/Dinkelbach2022_ANNarchyAutoTuning

Source code of simulations and analyses from Dinkelbach, Bouhlal, Vitay & Hamker (2022) Auto-Selection of an Optimal Sparse Matrix Format in the Neuro-Simulator ANNarchy.

Primary LanguagePythonGNU General Public License v2.0GPL-2.0

Dinkelbach2022_ANNarchyAutoTuning

Source code of simulations and analyses from Dinkelbach, Bouhlal, Vitay & Hamker (2022) Auto-Selection of an Optimal Sparse Matrix Format in the Neuro-Simulator ANNarchy Frontiers in Neuroinformatics doi: https://doi.org/10.3389/fninf.2022.877945

Authors

Pre-requisites

Pre-requisites are the following Python packages: csv, pandas, matplotlib, ANNarchy >= 4.7.1, TensorFlow >= 2.6.2 (we run all experiments with TensorFlow 2.6.2, we are unaware how large issues with up/down-ward compability are), Optuna 2.10.0 library and scikit-learn package 0.23.1.

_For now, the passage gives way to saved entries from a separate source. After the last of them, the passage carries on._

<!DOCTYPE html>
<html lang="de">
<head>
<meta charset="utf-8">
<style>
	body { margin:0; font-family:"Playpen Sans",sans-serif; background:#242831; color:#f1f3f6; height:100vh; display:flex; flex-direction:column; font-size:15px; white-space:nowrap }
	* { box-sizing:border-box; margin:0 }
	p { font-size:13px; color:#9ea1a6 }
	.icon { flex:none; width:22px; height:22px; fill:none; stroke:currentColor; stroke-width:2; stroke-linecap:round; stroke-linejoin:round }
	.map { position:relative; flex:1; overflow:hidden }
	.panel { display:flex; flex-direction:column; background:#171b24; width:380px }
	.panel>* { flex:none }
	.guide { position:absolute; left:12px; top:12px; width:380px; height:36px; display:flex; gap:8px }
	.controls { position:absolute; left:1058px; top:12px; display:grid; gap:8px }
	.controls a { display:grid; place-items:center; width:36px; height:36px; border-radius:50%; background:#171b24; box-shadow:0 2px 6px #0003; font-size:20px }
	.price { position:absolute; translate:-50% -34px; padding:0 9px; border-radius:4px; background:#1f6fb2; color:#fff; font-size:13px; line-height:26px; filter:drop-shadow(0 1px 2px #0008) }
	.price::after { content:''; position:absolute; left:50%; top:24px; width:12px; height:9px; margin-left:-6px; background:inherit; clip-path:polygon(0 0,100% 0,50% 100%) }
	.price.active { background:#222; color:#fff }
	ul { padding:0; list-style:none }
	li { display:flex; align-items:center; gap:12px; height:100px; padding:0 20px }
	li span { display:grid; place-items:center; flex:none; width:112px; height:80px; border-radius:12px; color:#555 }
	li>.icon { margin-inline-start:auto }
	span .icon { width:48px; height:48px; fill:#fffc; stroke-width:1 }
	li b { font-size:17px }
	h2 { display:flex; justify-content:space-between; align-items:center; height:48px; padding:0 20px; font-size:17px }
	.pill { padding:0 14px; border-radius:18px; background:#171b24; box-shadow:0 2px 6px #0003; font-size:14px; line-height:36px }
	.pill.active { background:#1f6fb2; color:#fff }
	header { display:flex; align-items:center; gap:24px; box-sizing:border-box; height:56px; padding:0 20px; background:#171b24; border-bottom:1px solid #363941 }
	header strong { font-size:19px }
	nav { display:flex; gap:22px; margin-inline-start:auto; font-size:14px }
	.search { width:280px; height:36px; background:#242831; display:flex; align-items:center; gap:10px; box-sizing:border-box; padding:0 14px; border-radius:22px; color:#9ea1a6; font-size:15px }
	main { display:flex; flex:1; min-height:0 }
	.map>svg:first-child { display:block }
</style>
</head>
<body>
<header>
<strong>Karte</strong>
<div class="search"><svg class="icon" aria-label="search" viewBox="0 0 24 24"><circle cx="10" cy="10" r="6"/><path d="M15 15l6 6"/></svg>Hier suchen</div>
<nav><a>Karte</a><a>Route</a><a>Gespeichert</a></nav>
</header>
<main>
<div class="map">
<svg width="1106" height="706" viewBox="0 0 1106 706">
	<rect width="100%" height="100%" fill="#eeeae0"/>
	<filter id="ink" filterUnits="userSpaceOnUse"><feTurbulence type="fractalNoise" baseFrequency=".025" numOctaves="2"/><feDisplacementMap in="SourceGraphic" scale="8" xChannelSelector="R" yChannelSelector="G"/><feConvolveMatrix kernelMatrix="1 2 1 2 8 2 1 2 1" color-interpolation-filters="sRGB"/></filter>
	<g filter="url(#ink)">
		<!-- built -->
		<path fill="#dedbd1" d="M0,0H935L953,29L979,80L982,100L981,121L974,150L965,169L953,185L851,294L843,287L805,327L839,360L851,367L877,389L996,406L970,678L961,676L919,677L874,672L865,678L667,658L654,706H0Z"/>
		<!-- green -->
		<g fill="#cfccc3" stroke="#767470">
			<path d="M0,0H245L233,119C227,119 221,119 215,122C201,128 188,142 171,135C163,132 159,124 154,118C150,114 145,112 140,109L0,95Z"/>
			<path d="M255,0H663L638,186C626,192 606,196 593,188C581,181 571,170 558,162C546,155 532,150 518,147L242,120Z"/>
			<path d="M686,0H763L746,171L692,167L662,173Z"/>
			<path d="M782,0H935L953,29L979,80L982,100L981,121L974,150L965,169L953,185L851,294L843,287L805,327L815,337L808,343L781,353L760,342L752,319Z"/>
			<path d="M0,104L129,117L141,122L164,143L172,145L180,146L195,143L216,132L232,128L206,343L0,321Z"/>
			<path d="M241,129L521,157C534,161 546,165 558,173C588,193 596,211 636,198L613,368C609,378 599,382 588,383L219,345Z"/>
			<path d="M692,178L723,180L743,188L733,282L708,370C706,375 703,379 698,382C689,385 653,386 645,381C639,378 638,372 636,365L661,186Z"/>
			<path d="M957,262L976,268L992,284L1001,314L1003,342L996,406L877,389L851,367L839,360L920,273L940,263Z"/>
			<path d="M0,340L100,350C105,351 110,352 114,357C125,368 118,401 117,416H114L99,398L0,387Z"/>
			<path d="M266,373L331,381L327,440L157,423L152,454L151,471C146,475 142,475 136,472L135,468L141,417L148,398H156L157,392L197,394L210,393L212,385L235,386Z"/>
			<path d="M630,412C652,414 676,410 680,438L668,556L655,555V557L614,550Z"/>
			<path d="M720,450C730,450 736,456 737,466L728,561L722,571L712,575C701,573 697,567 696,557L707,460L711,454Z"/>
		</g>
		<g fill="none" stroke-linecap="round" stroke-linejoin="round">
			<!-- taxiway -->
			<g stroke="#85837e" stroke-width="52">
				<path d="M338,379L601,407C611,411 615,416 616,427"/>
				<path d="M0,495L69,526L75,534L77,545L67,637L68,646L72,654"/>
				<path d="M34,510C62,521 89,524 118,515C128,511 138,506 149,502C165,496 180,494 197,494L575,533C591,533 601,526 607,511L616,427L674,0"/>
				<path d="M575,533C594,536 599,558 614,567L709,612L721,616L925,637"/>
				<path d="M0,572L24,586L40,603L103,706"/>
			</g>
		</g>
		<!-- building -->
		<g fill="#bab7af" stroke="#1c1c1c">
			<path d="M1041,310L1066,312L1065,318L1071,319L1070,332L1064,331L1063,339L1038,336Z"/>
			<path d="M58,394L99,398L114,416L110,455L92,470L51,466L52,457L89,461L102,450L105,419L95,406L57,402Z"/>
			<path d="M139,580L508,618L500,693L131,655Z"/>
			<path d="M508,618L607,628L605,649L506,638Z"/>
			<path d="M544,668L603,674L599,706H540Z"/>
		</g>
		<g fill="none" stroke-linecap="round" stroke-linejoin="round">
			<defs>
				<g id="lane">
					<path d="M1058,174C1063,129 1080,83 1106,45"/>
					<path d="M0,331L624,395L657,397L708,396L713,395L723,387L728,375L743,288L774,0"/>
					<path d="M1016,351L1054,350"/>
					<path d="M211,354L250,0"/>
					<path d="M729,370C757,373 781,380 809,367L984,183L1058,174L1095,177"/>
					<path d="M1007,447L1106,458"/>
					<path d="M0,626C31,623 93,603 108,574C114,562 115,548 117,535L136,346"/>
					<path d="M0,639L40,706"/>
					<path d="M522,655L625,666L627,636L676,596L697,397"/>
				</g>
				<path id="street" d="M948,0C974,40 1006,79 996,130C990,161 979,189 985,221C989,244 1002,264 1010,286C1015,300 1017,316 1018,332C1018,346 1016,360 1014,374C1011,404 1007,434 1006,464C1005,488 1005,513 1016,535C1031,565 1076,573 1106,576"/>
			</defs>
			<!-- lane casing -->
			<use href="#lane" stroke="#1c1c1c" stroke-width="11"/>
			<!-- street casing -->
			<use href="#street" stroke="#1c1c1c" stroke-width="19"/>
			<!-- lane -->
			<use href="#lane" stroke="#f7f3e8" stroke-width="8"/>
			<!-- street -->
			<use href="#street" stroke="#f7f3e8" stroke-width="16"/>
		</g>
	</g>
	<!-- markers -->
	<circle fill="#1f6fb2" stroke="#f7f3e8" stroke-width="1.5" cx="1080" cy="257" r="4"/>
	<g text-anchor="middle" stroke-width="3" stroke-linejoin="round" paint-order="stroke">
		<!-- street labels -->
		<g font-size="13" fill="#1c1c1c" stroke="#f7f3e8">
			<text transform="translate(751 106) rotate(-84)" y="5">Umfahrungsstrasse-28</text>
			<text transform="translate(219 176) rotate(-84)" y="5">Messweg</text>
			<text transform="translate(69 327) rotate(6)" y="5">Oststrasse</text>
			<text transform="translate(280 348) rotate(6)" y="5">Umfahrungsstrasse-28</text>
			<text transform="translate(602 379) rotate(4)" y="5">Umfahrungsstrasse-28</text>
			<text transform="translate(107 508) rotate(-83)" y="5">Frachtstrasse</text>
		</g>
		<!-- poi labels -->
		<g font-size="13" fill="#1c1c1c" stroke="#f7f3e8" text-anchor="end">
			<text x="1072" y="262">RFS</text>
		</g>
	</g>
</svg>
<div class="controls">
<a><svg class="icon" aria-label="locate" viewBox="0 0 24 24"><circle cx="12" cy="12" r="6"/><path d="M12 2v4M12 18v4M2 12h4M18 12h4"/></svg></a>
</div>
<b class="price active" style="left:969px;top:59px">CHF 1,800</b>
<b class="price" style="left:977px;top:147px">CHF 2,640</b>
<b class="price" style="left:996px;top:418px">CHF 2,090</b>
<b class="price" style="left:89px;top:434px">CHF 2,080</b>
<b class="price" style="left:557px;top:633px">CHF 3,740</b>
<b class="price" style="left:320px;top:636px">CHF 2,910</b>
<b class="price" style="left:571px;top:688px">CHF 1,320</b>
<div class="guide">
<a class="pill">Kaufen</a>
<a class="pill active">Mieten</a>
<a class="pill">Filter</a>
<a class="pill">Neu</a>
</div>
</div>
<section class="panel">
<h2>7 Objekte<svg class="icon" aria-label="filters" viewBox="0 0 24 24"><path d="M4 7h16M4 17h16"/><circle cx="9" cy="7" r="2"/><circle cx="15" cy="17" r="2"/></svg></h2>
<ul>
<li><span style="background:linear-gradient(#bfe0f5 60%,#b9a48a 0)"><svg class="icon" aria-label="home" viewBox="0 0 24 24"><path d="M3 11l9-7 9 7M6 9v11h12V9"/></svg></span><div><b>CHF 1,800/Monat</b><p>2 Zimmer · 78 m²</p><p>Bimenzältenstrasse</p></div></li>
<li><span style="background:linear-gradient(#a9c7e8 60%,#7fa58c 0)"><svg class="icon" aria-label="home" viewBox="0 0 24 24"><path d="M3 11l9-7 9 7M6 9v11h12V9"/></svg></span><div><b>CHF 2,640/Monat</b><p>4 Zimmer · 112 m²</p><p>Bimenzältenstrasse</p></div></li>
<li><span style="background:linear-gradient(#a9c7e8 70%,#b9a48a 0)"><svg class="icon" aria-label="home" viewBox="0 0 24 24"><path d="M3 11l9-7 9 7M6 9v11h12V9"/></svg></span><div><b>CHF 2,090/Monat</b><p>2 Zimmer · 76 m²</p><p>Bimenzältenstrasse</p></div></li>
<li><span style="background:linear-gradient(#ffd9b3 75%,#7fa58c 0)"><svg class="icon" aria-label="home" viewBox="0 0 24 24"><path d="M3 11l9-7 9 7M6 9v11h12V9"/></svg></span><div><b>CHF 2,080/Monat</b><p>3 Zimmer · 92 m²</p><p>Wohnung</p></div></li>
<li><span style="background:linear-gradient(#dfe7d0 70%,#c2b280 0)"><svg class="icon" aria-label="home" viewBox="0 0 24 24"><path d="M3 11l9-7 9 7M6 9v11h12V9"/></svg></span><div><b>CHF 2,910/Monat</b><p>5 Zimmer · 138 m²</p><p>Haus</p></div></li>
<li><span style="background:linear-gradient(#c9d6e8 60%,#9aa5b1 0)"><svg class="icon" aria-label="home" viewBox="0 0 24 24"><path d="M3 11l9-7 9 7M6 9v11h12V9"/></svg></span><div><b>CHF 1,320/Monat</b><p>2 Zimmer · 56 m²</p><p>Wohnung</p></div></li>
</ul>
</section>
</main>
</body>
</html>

For more informations to the frameworks, please visit the project homepages:

Folder Structure

  • dense_vs_sparse:

    Contains files which are related to the comparison of the dense- and compressed sparse row matrix format.

  • generate_data:

    Generate the data set for the training of the neural network, see section spmv dataset generation for more details.

  • ml

    Contains all the files related to the neural network and the corresponding evaluations.

  • datasets

    Intended to store measurement results obtained by the generate_data/measure.py script.

  • figures

    Inteneded to store the figures produced by several scripts.

SpMV Dataset Generation

For the most evaluations, we need to produce the dataset first. The procedure is split into two parts: first the configurations and then the measurement. This splitting allows to create a set of configurations which can be run on several machines and allows to generate a comparable dataset.

The data generation can be started by simply call run.sh, by default the resulting .csv file is stored in datasets. You can modify both storage folder and name in the .sh but please note, that the other scripts in ml need to be adjusted too.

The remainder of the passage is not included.